(Stored dataset items)
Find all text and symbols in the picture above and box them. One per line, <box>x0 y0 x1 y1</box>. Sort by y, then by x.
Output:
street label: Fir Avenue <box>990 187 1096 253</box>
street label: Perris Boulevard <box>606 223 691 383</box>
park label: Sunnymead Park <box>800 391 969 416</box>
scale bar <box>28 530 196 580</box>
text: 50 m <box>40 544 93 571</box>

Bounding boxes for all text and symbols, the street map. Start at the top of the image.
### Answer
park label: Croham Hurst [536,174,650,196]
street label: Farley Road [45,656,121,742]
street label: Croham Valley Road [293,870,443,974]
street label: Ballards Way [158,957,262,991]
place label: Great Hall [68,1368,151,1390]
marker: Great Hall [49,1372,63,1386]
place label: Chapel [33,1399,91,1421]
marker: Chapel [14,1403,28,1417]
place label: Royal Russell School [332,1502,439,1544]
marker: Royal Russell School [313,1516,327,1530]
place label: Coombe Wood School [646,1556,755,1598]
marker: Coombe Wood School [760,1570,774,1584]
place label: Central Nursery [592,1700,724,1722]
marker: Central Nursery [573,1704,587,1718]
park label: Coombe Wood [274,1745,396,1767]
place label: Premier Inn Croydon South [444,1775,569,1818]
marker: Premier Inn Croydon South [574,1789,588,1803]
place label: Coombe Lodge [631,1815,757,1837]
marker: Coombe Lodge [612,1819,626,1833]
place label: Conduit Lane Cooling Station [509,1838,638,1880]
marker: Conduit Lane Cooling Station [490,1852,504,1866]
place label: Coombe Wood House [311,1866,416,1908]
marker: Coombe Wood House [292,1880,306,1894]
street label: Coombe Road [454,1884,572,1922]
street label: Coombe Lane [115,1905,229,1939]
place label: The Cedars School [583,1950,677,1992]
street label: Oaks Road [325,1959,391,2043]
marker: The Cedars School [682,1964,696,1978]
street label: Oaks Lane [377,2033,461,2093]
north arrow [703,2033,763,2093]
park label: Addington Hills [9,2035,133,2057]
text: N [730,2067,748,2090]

DIRECTIONS:
Across the records above, show each line containing the word "Hall".

SOLVED PROBLEM:
place label: Great Hall [68,1368,151,1390]
marker: Great Hall [49,1372,63,1386]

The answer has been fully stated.